# Dataset section:
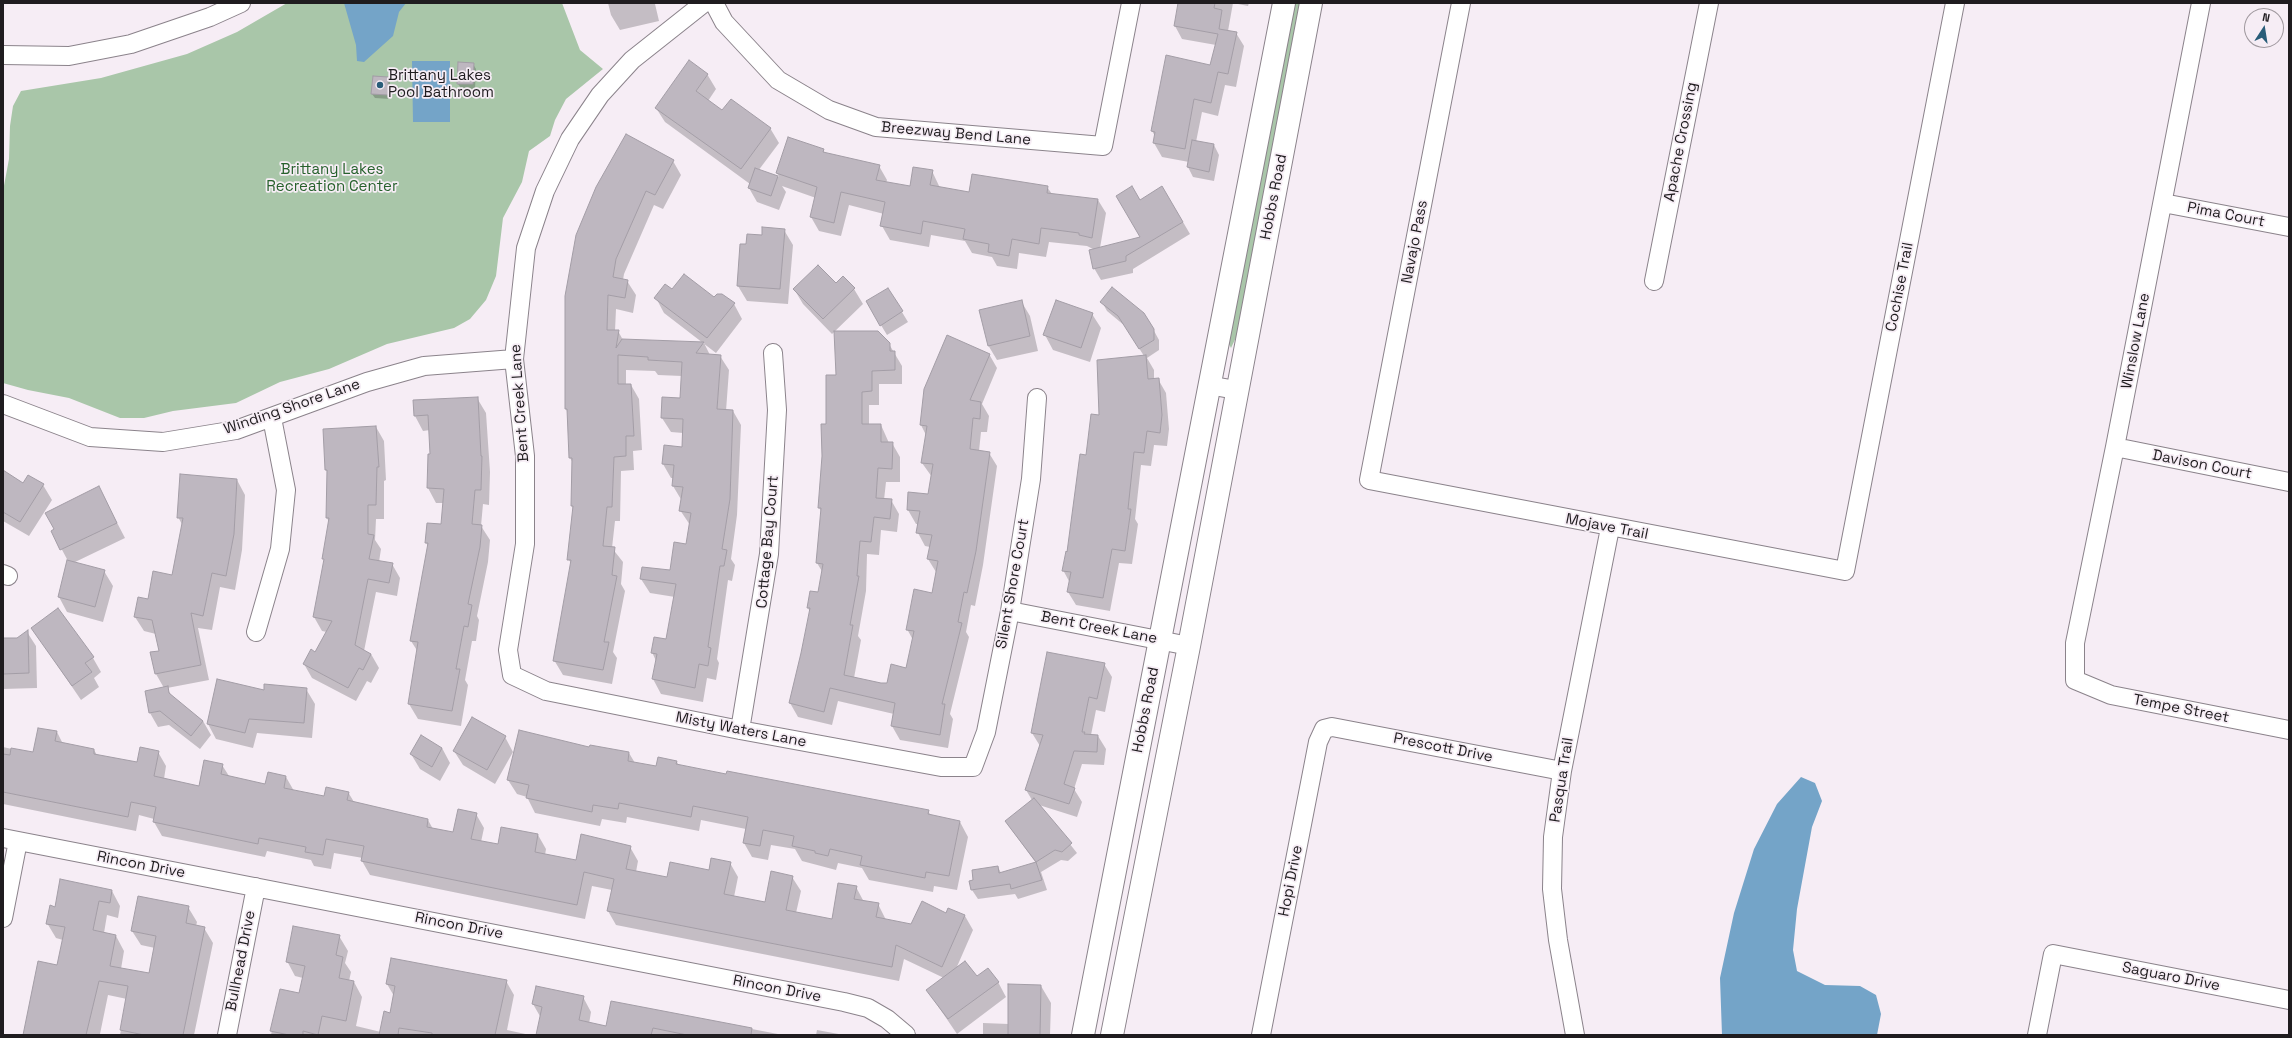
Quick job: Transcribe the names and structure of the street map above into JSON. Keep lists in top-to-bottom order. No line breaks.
{"streets":{"street":["Breezway Bend Lane","Apache Crossing","Hobbs Road","Pima Court","Navajo Pass","Cochise Trail","Winslow Lane","Bent Creek Lane","Winding Shore Lane","Davison Court","Mojave Trail","Cottage Bay Court","Silent Shore Court","Tempe Street","Misty Waters Lane","Prescott Drive","Pasqua Trail","Rincon Drive","Hopi Drive","Bullhead Drive","Saguaro Drive"]},"crossings":[["Hobbs Road","Bent Creek Lane"],["Pima Court","Winslow Lane"],["Navajo Pass","Mojave Trail"],["Cochise Trail","Mojave Trail"],["Winslow Lane","Davison Court"],["Winslow Lane","Tempe Street"],["Bent Creek Lane","Winding Shore Lane"],["Bent Creek Lane","Silent Shore Court"],["Bent Creek Lane","Misty Waters Lane"],["Mojave Trail","Pasqua Trail"],["Cottage Bay Court","Misty Waters Lane"],["Silent Shore Court","Misty Waters Lane"],["Prescott Drive","Pasqua Trail"],["Prescott Drive","Hopi Drive"],["Rincon Drive","Bullhead Drive"]],"parks":["Brittany Lakes Recreation Center"],"places":["Brittany Lakes Pool Bathroom"],"north":"top"}
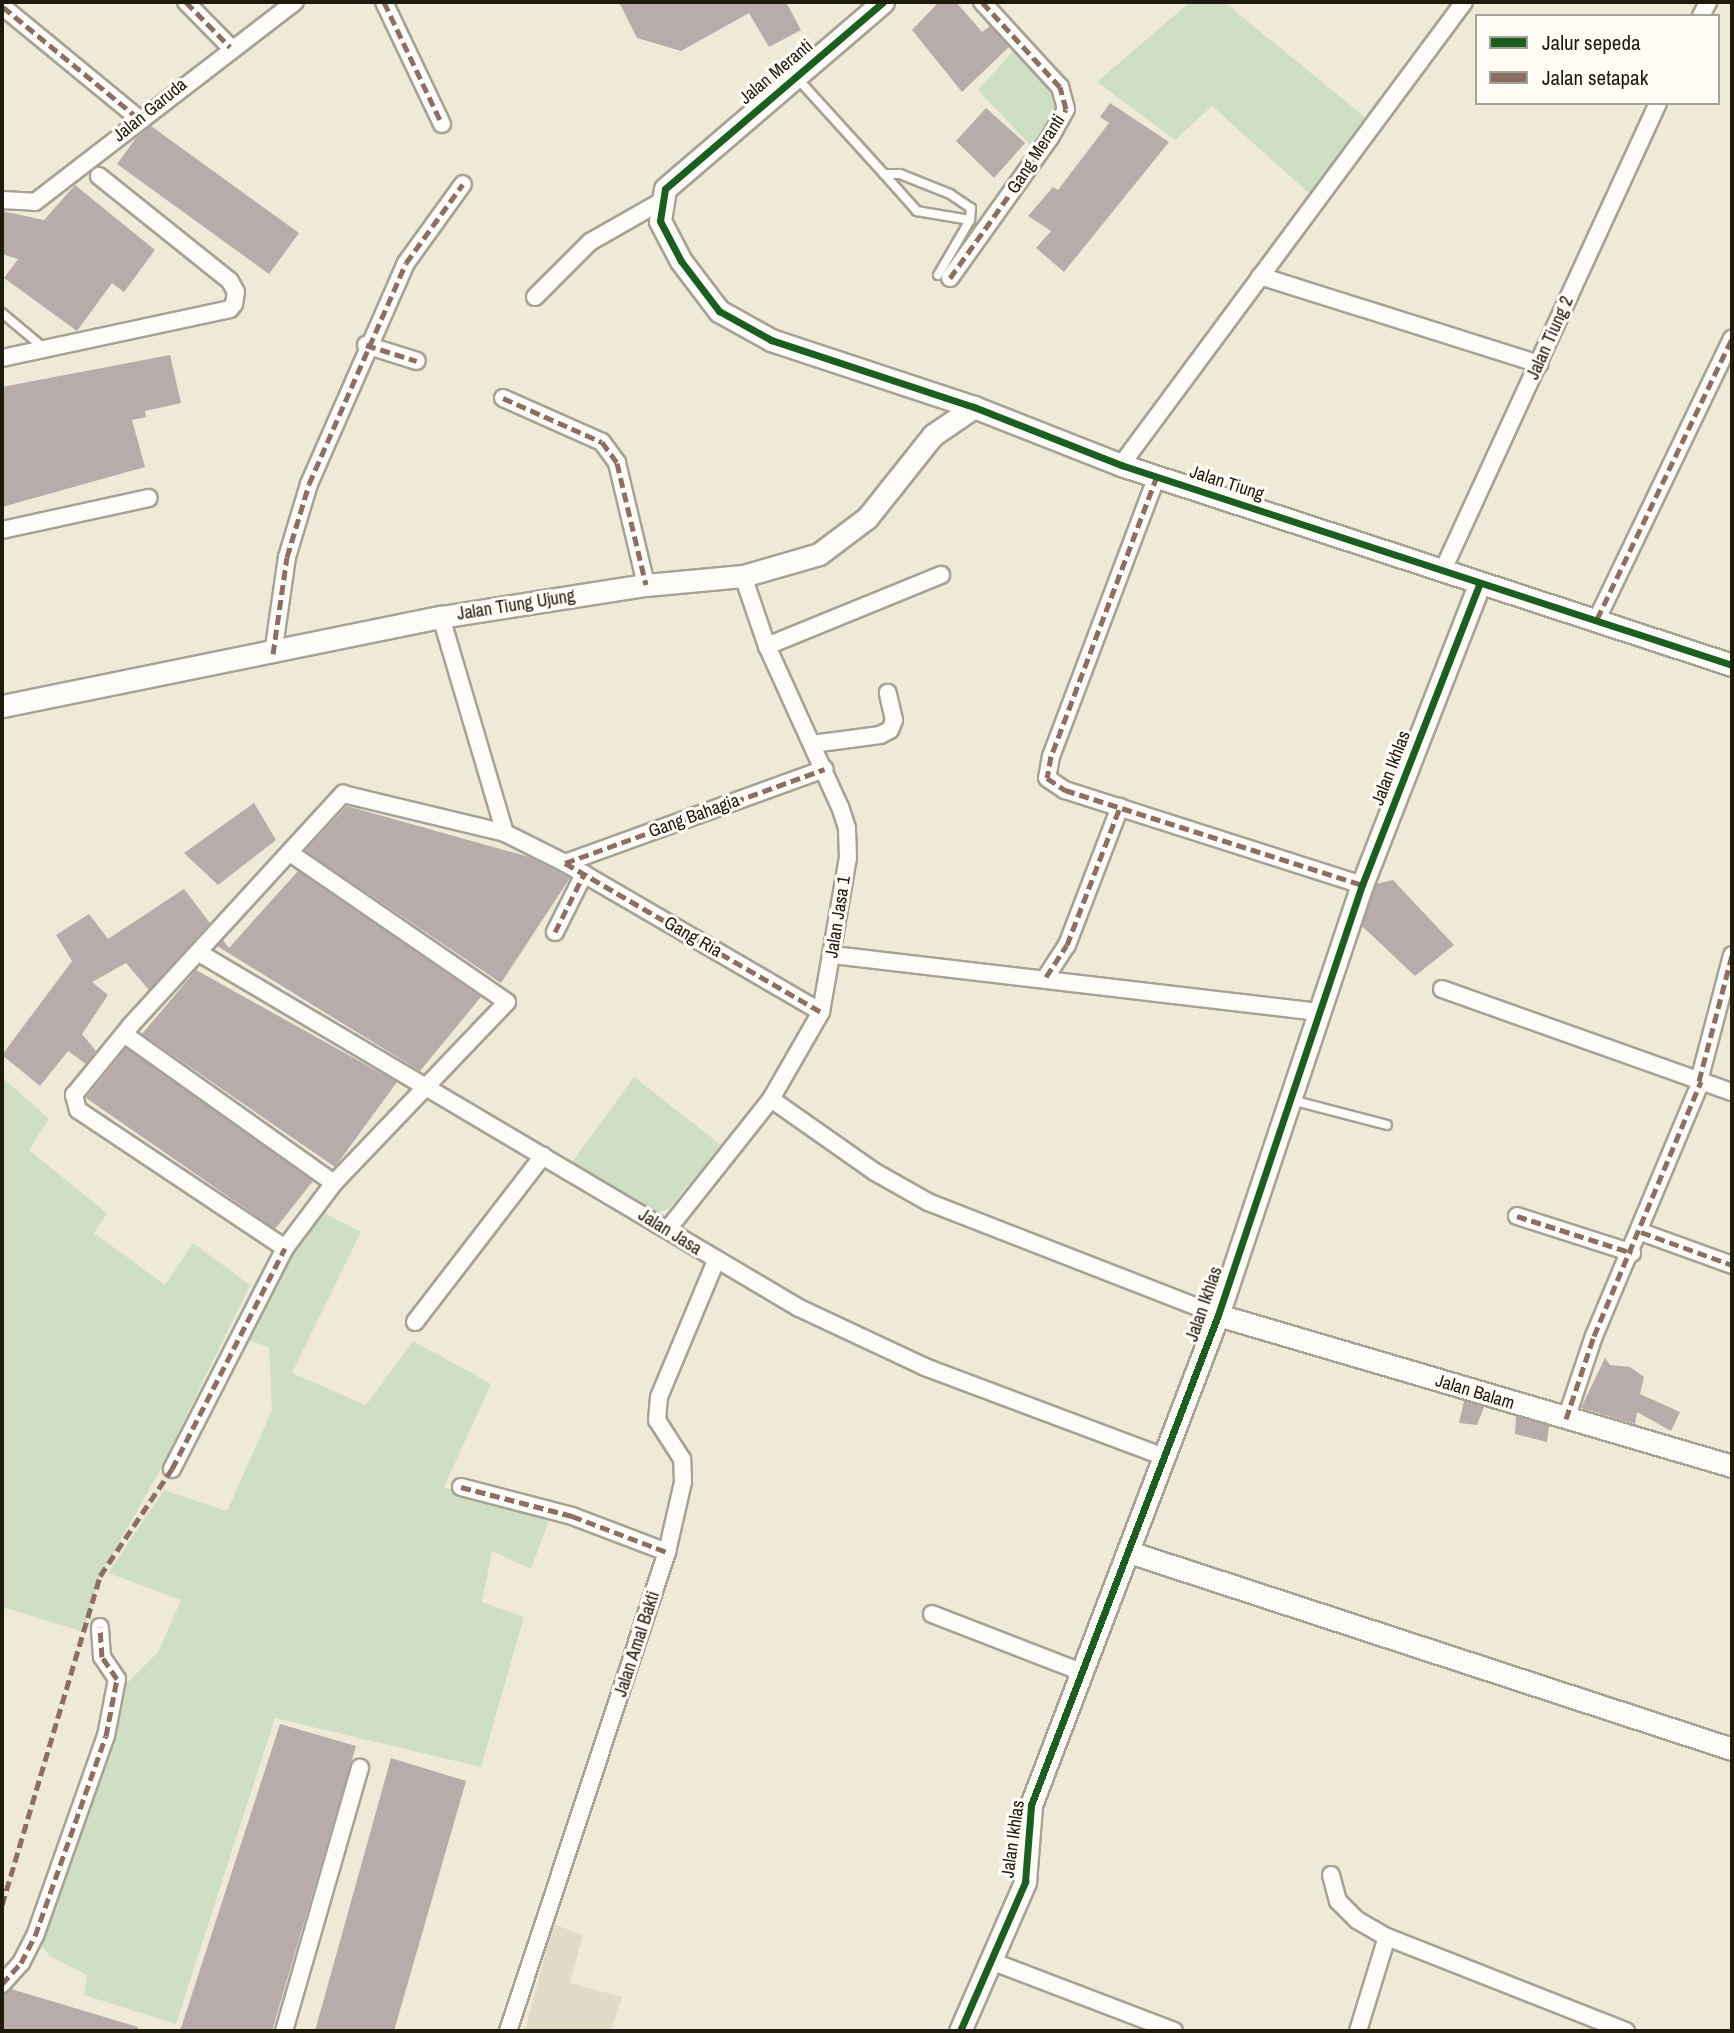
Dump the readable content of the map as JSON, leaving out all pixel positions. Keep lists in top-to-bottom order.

# What the exercise asks:
Your answer should reproduce every line of the data verbatim and include no images.

# Task answer:
Quick job: Transcribe the names and structure of the street map above into JSON. Keep lists in top-to-bottom order. No line breaks.
{"streets":{"street":["Breezway Bend Lane","Apache Crossing","Hobbs Road","Pima Court","Navajo Pass","Cochise Trail","Winslow Lane","Bent Creek Lane","Winding Shore Lane","Davison Court","Mojave Trail","Cottage Bay Court","Silent Shore Court","Tempe Street","Misty Waters Lane","Prescott Drive","Pasqua Trail","Rincon Drive","Hopi Drive","Bullhead Drive","Saguaro Drive"]},"crossings":[["Hobbs Road","Bent Creek Lane"],["Pima Court","Winslow Lane"],["Navajo Pass","Mojave Trail"],["Cochise Trail","Mojave Trail"],["Winslow Lane","Davison Court"],["Winslow Lane","Tempe Street"],["Bent Creek Lane","Winding Shore Lane"],["Bent Creek Lane","Silent Shore Court"],["Bent Creek Lane","Misty Waters Lane"],["Mojave Trail","Pasqua Trail"],["Cottage Bay Court","Misty Waters Lane"],["Silent Shore Court","Misty Waters Lane"],["Prescott Drive","Pasqua Trail"],["Prescott Drive","Hopi Drive"],["Rincon Drive","Bullhead Drive"]],"parks":["Brittany Lakes Recreation Center"],"places":["Brittany Lakes Pool Bathroom"],"north":"top"}
Dump the readable content of the map as JSON, leaving out all pixel positions. Keep lists in top-to-bottom order.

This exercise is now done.